The ideal substitute for tracheal reconstruction needs to present good biocompatibility and tolerability, no local or systemic toxic effect, and the ability to generate growth factors and cytokines favorable to organ and tissue regeneration [9].
Due to the development of research in regenerative medicine, the amniotic membrane (AM) and Wharton’s Jelly (WJ) arise as alternatives within the new therapeutic alternatives. These structures hold significant therapeutic potential for tracheal defects as they can serve as a substrate for tissue regeneration, effectively reducing undesirable scarring effects [9,10].
The AM is a biocompatible tissue with mechanical properties that make it a potential framework due to its stability, flexibility, and permeability. It can support cell migration, adhesion, and tissue development [11,12]. WJ is a gelatinous substance of connective tissue and mesenchymal cells, abundant in substances such as hyaluronic acid and some sulfated glycosaminoglycans immobilized in an insoluble network of collagen fibers [13]. WJ is a promising candidate for tissue-engineered trachea as it shares similarities with cartilage tissue in composition and function [14].
In previous studies, the use of decellularized structures has yielded promising results. For instance, a 2021 study demonstrated that the combination of bone marrow stem cells and decellularized human amniotic membrane, when tested in a heart failure model, showed potential for regenerating cardiac function [15]. Additionally, another study focused on the amniotic membrane revealed that including an anti-inflammatory molecule supported tissue regeneration in the trachea, leading to the development of immature cartilage and collagen formation, thereby preventing the reduction of the tracheal lumen [16]. Furthermore, research on using Wharton’s jelly in tracheal regeneration found that implantation did not elicit adverse reactions such as rejection and extrusion [17].
The studies mentioned all focused on a decellularized biomaterial choice and shared the common limitation of not assessing a period longer than 35 days. In this way, in the current study, we analyzed the capacity of tracheal tissue regeneration after 60 days of decellularized Wharton’s Jelly and amniotic membrane implantation in rabbits submitted to conventional tracheostomy.

2. Materials and Methods

This was an experimental, interventional, and randomized study with 30 male New Zealand rabbits with an average weight of 3.00–3.500 kg. The entire process was registered and approved by an ethics committee (registration 18/20) and followed all the guidelines of the Declaration of Helsinki.
The animals were housed in 80 cm3 cages, with only one animal per cage; the cages were air-conditioned with continuously adjustable temperature and exhaust air, under light/dark cycles (12/12 h). They were fed Funny Bunny Blend rabbit food with an approximate intake of 40 g/day per animal and water ad libitum.
The animals were randomly divided into three groups for analysis: Control Group (CTG) (n = 10): submitted to tracheostomy alone; Amniotic Membrane Group (AMG) (n = 10): submitted to tracheostomy and later implantation of AM at the tracheostomy site; Wharton’s Jelly Group (WJG) (n = 10): submitted to tracheostomy and later implantation of WJ at the tracheostomy site (Figure 1).

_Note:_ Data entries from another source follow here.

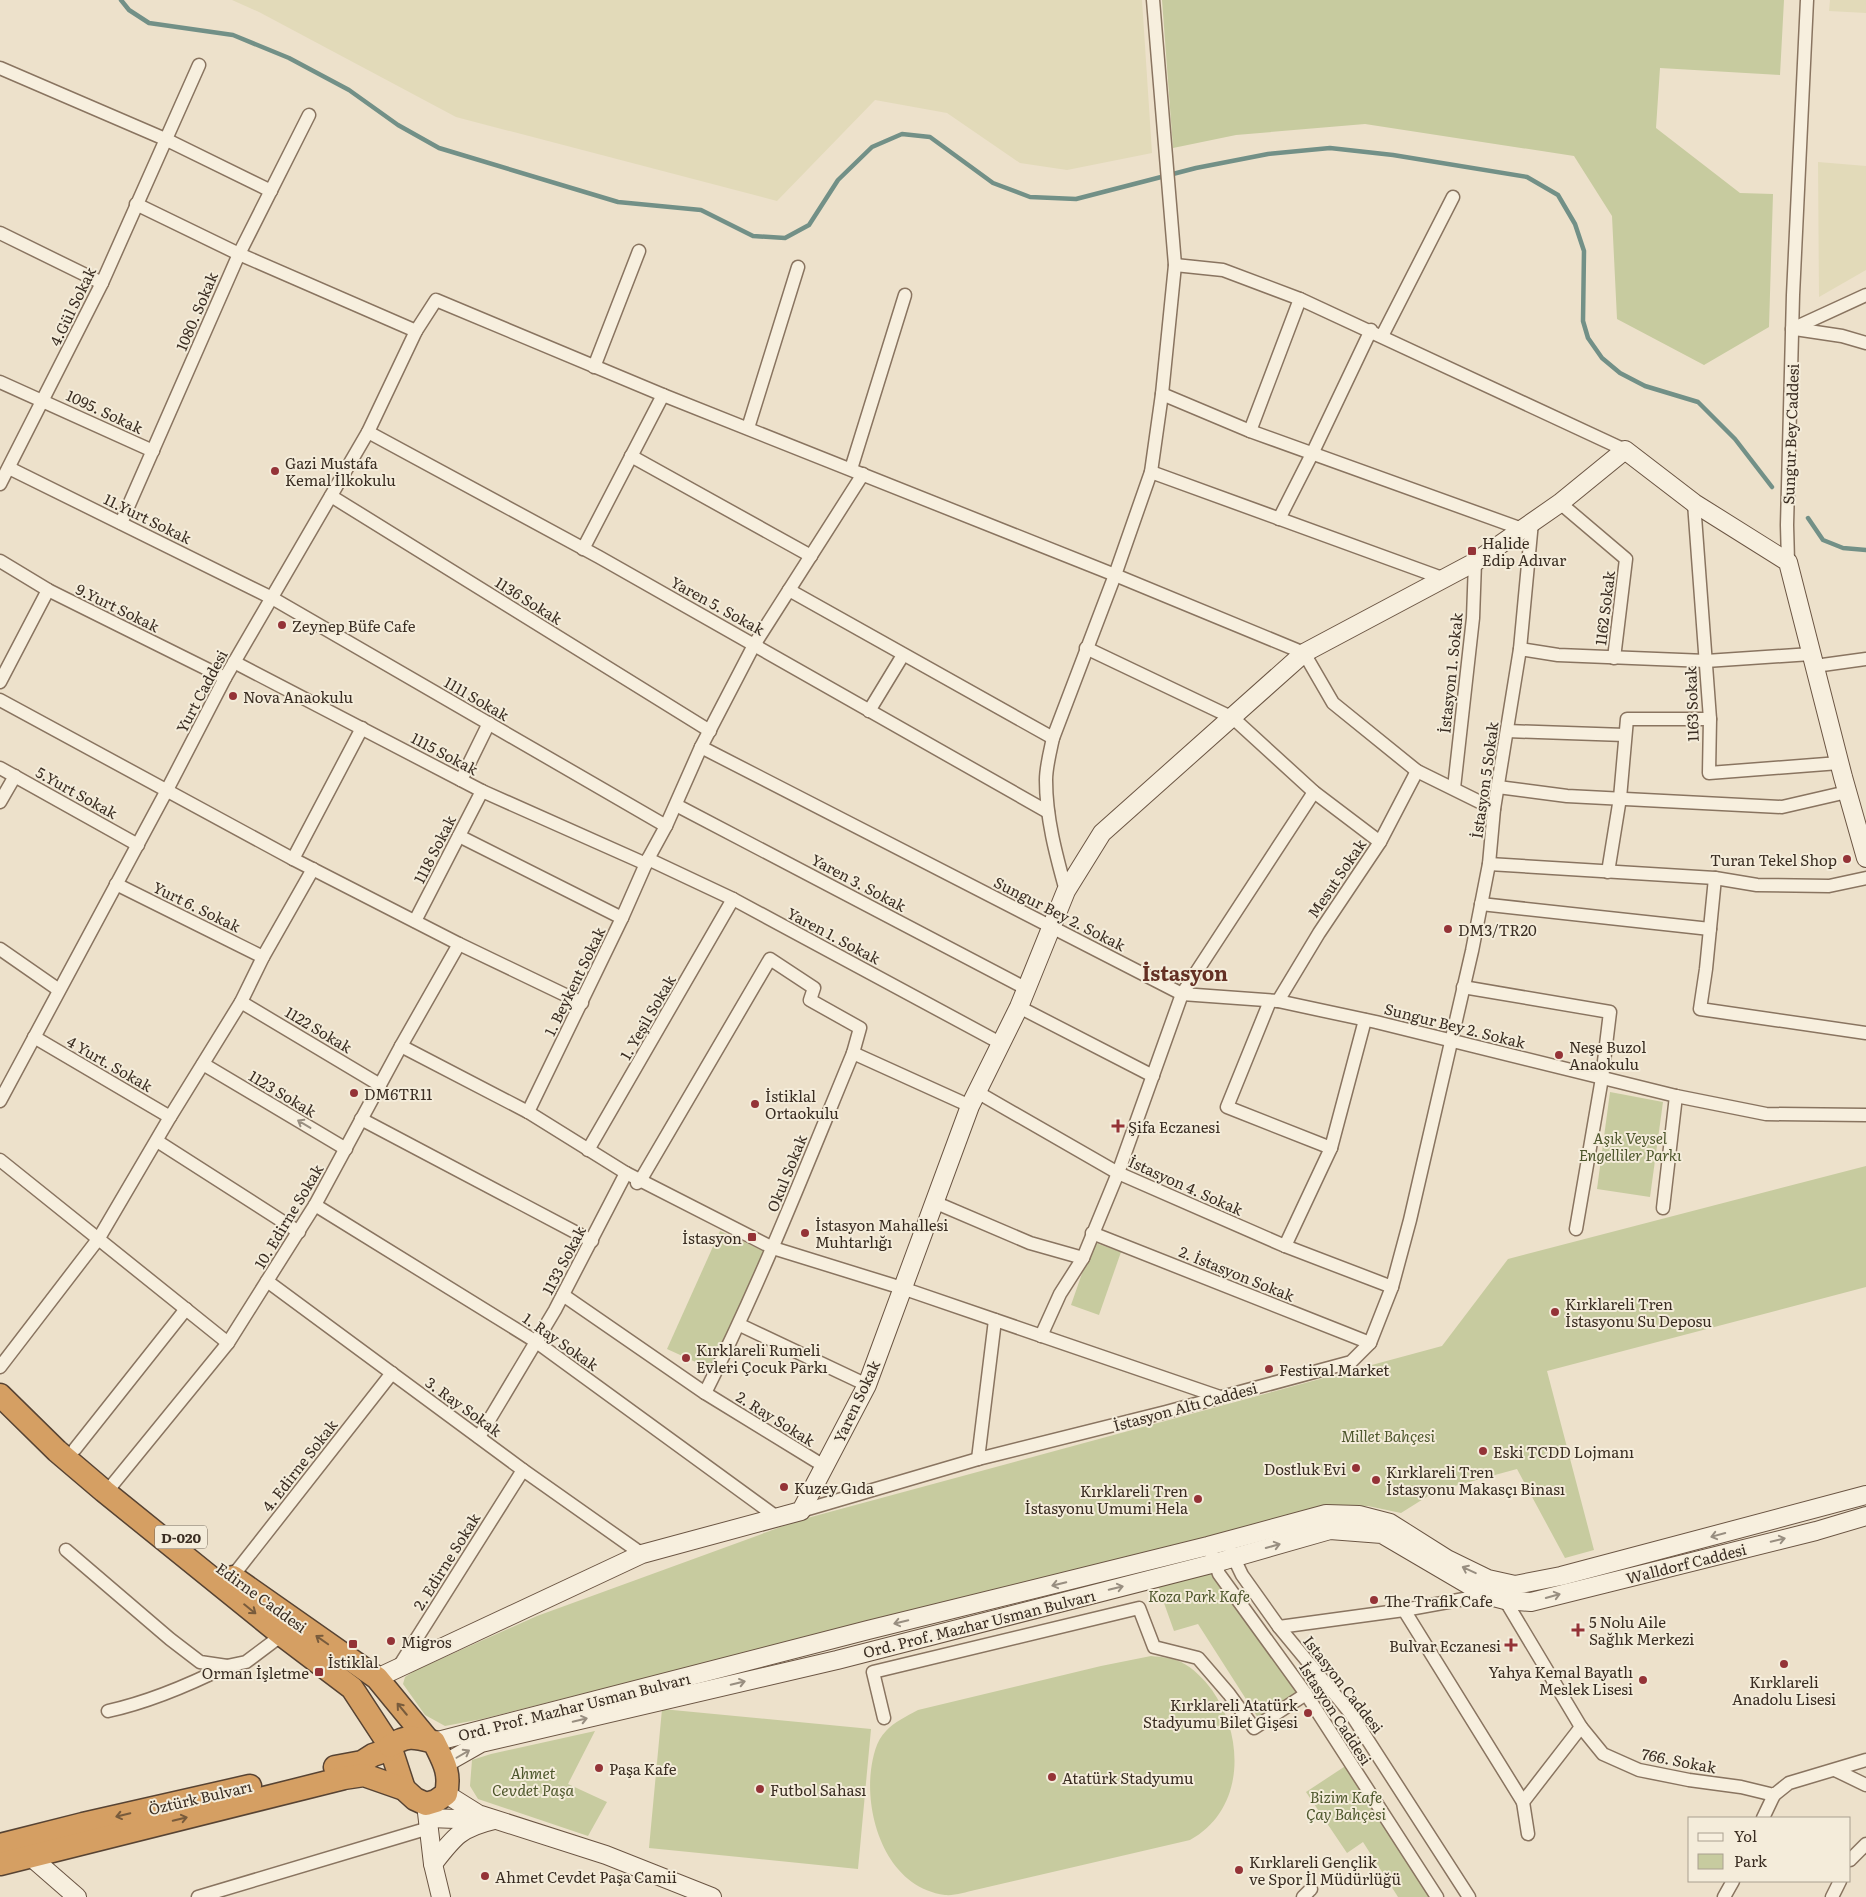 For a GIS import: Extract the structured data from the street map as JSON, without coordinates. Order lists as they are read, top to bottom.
{
  "streets": {
    "highway": ["D-020", "Edirne Caddesi", "Öztürk Bulvarı"],
    "main road": [
      "Sungur Bey Caddesi",
      "Yaren Sokak",
      "İstasyon Altı Caddesi",
      "Walldorf Caddesi",
      "Ord. Prof. Mazhar Usman Bulvarı"
    ],
    "street": [
      "4.Gül Sokak",
      "1080. Sokak",
      "1095. Sokak",
      "11.Yurt Sokak",
      "1136 Sokak",
      "Yaren 5. Sokak",
      "9.Yurt Sokak",
      "1162 Sokak",
      "İstasyon 1. Sokak",
      "Yurt Caddesi",
      "1111 Sokak",
      "1163 Sokak",
      "1115 Sokak",
      "İstasyon 5 Sokak",
      "5.Yurt Sokak",
      "1118 Sokak",
      "Mesut Sokak",
      "Yaren 3. Sokak",
      "Yurt 6. Sokak",
      "Sungur Bey 2. Sokak",
      "Yaren 1. Sokak",
      "1. Beykent Sokak",
      "1. Yeşil Sokak",
      "1122 Sokak",
      "4 Yurt. Sokak",
      "1123 Sokak",
      "Okul Sokak",
      "İstasyon 4. Sokak",
      "10. Edirne Sokak",
      "1133 Sokak",
      "2. İstasyon Sokak",
      "1. Ray Sokak",
      "3. Ray Sokak",
      "2. Ray Sokak",
      "4. Edirne Sokak",
      "2. Edirne Sokak",
      "Istasyon Caddesi",
      "İstasyon Caddesi",
      "766. Sokak"
    ]
  },
  "crossings": [
    ["4.Gül Sokak", "1095. Sokak"],
    ["4.Gül Sokak", "11.Yurt Sokak"],
    ["1080. Sokak", "1095. Sokak"],
    ["1080. Sokak", "11.Yurt Sokak"],
    ["Sungur Bey Caddesi", "1163 Sokak"],
    ["11.Yurt Sokak", "Yurt Caddesi"],
    ["11.Yurt Sokak", "1111 Sokak"],
    ["1136 Sokak", "Yurt Caddesi"],
    ["1136 Sokak", "1. Beykent Sokak"],
    ["Yaren 5. Sokak", "Yurt Caddesi"],
    ["Yaren 5. Sokak", "1. Beykent Sokak"],
    ["9.Yurt Sokak", "Yurt Caddesi"],
    ["1162 Sokak", "Yaren Sokak"],
    ["İstasyon 1. Sokak", "Yaren Sokak"],
    ["Yurt Caddesi", "1111 Sokak"],
    ["Yurt Caddesi", "1115 Sokak"],
    ["Yurt Caddesi", "5.Yurt Sokak"],
    ["Yurt Caddesi", "Yurt 6. Sokak"],
    ["Yurt Caddesi", "4 Yurt. Sokak"],
    ["1111 Sokak", "1. Beykent Sokak"],
    ["1115 Sokak", "1118 Sokak"],
    ["1115 Sokak", "Yaren 1. Sokak"],
    ["1115 Sokak", "1. Beykent Sokak"],
    ["İstasyon 5 Sokak", "Sungur Bey 2. Sokak"],
    ["İstasyon 5 Sokak", "Yaren Sokak"],
    ["İstasyon 5 Sokak", "İstasyon Altı Caddesi"],
    ["Mesut Sokak", "Sungur Bey 2. Sokak"],
    ["Yaren 3. Sokak", "1. Beykent Sokak"],
    ["Yaren 3. Sokak", "Yaren Sokak"],
    ["Sungur Bey 2. Sokak", "1. Beykent Sokak"],
    ["Sungur Bey 2. Sokak", "Yaren Sokak"],
    ["Sungur Bey 2. Sokak", "İstasyon Altı Caddesi"],
    ["Yaren 1. Sokak", "1. Beykent Sokak"],
    ["Yaren 1. Sokak", "1. Yeşil Sokak"],
    ["Yaren 1. Sokak", "Yaren Sokak"],
    ["1122 Sokak", "10. Edirne Sokak"],
    ["1123 Sokak", "10. Edirne Sokak"],
    ["Okul Sokak", "2. Ray Sokak"],
    ["İstasyon 4. Sokak", "Yaren Sokak"],
    ["İstasyon 4. Sokak", "İstasyon Altı Caddesi"],
    ["10. Edirne Sokak", "1. Ray Sokak"],
    ["10. Edirne Sokak", "3. Ray Sokak"],
    ["10. Edirne Sokak", "Edirne Caddesi"],
    ["1133 Sokak", "1. Ray Sokak"],
    ["1133 Sokak", "3. Ray Sokak"],
    ["1133 Sokak", "2. Ray Sokak"],
    ["2. İstasyon Sokak", "İstasyon Altı Caddesi"],
    ["1. Ray Sokak", "İstasyon Altı Caddesi"],
    ["Yaren Sokak", "İstasyon Altı Caddesi"],
    ["Yaren Sokak", "2. Ray Sokak"],
    ["3. Ray Sokak", "İstasyon Altı Caddesi"],
    ["3. Ray Sokak", "4. Edirne Sokak"],
    ["3. Ray Sokak", "2. Edirne Sokak"],
    ["İstasyon Altı Caddesi", "2. Edirne Sokak"],
    ["İstasyon Altı Caddesi", "Edirne Caddesi"],
    ["4. Edirne Sokak", "Edirne Caddesi"],
    ["D-020", "Edirne Caddesi"],
    ["D-020", "Ord. Prof. Mazhar Usman Bulvarı"],
    ["D-020", "Öztürk Bulvarı"],
    ["2. Edirne Sokak", "Edirne Caddesi"],
    ["Walldorf Caddesi", "Ord. Prof. Mazhar Usman Bulvarı"],
    ["Walldorf Caddesi", "Istasyon Caddesi"],
    ["Walldorf Caddesi", "766. Sokak"],
    ["Edirne Caddesi", "Ord. Prof. Mazhar Usman Bulvarı"],
    ["Edirne Caddesi", "Öztürk Bulvarı"],
    ["Ord. Prof. Mazhar Usman Bulvarı", "Istasyon Caddesi"],
    ["Ord. Prof. Mazhar Usman Bulvarı", "İstasyon Caddesi"],
    ["Ord. Prof. Mazhar Usman Bulvarı", "766. Sokak"],
    ["Ord. Prof. Mazhar Usman Bulvarı", "Öztürk Bulvarı"]
  ],
  "districts": ["İstasyon"],
  "parks": [
    "Aşık Veysel Engelliler Parkı",
    "Millet Bahçesi",
    "Koza Park Kafe",
    "Ahmet Cevdet Paşa",
    "Bizim Kafe Çay Bahçesi"
  ],
  "places": {
    "other": [
      "Gazi Mustafa Kemal İlkokulu",
      "Zeynep Büfe Cafe",
      "Nova Anaokulu",
      "Turan Tekel Shop",
      "DM3/TR20",
      "Neşe Buzol Anaokulu",
      "DM6TR11",
      "İstiklal Ortaokulu",
      "İstasyon Mahallesi Muhtarlığı",
      "Kırklareli Tren İstasyonu Su Deposu",
      "Kırklareli Rumeli Evleri Çocuk Parkı",
      "Festival Market",
      "Eski TCDD Lojmanı",
      "Dostluk Evi",
      "Kırklareli Tren İstasyonu Makasçı Binası",
      "Kuzey Gıda",
      "Kırklareli Tren İstasyonu Umumi Hela",
      "The Trafik Cafe",
      "Migros",
      "Kırklareli Anadolu Lisesi",
      "Yahya Kemal Bayatlı Meslek Lisesi",
      "Kırklareli Atatürk Stadyumu Bilet Gişesi",
      "Paşa Kafe",
      "Atatürk Stadyumu",
      "Futbol Sahası",
      "Kırklareli Gençlik ve Spor İl Müdürlüğü",
      "Ahmet Cevdet Paşa Camii"
    ],
    "transit": [
      "Halide Edip Adıvar",
      "İstasyon",
      "İstiklal",
      "Orman İşletme"
    ],
    "health": ["Şifa Eczanesi", "5 Nolu Aile Sağlık Merkezi", "Bulvar Eczanesi"]
  },
  "legend": ["Yol", "Park"]
}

2.1. Preparation of the Umbilical Cord

Two pregnant women (n = 2) with gestational age between 36 and 40 weeks who had a vaginal delivery were selected. After the mothers signed the free and informed consent form approved by the Research Ethics Committee of Hospital Pequeno Príncipe under number 948-11, the maternal donors were tested to be serologically negative for HIV, hepatitis B, hepatitis C, and syphilis. The donated umbilical cords were processed within six to twelve hours after the delivery.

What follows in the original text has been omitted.